Category Archives: Deities

Posts that discuss ancient goddesses and gods

One Size Fits All

The divide between religion and science is often artificially widened by one side or the other. Of course the divide’s artificial—both science and religion are human constructs, after all. This is illustrated well in the sense of wonder in an article titled “True Story Of Volcanic Eruption Told By Aboriginal People For 7,000 Years” by Robin Andrews on IFLScience!. The very concept that a scientifically verifiable event survived in oral tradition for thousands of years completely unbalances those accustomed to think that the ancients were superstitious dupes who looked to the gods to explain everything. What’s often not realized is that the gods were an early version of science.
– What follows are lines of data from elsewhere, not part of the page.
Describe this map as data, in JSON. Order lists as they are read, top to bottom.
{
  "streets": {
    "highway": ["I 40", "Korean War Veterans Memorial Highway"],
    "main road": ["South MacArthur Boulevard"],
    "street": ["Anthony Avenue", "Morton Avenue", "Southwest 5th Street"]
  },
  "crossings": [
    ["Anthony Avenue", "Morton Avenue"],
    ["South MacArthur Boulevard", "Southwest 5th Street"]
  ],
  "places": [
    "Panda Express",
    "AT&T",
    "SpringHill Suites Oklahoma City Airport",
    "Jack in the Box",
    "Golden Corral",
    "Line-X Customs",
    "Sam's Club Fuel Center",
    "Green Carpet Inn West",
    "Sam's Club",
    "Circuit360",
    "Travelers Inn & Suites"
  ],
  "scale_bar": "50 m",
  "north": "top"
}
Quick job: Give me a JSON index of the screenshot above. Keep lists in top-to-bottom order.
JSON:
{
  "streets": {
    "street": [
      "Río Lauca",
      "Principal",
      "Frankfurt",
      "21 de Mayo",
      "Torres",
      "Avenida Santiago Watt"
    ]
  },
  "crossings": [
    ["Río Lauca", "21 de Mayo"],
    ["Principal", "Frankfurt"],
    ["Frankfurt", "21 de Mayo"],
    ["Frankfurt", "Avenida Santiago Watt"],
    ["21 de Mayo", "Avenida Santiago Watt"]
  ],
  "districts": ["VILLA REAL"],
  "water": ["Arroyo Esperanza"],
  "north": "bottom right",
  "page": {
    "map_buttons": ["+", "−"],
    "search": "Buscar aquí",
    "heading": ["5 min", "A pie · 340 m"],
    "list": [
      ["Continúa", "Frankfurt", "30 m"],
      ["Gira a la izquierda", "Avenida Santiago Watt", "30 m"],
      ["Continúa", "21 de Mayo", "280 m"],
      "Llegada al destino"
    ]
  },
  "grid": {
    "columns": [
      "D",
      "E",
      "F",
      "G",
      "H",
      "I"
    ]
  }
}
Think about it—ancient people observed their environment for cause and effect. They couldn’t use the empirical method because it hadn’t been invented yet. That didn’t mean they were unsophisticated.

We look at the pyramids and wonder. How could such archaic people construct such advanced monuments? The rudiments of science actually begin to appear in the human record very early. Our species is a curious lot. The explanations for the close observations tended to be mythological. Gods are great for filling gaps. What we don’t see is any conflict between knowledge acquired by reason and ideas conjured by imagination. They fit together nicely. Human brains evolved that way. Belief is a strange thing—it influences reality, at least on a quantum level, but somehow it must be denigrated when compared to “pure science.” A large part of the blame, of course, has to go to those who had learned to take the Bible literally, particularly beginning in the eighteenth century.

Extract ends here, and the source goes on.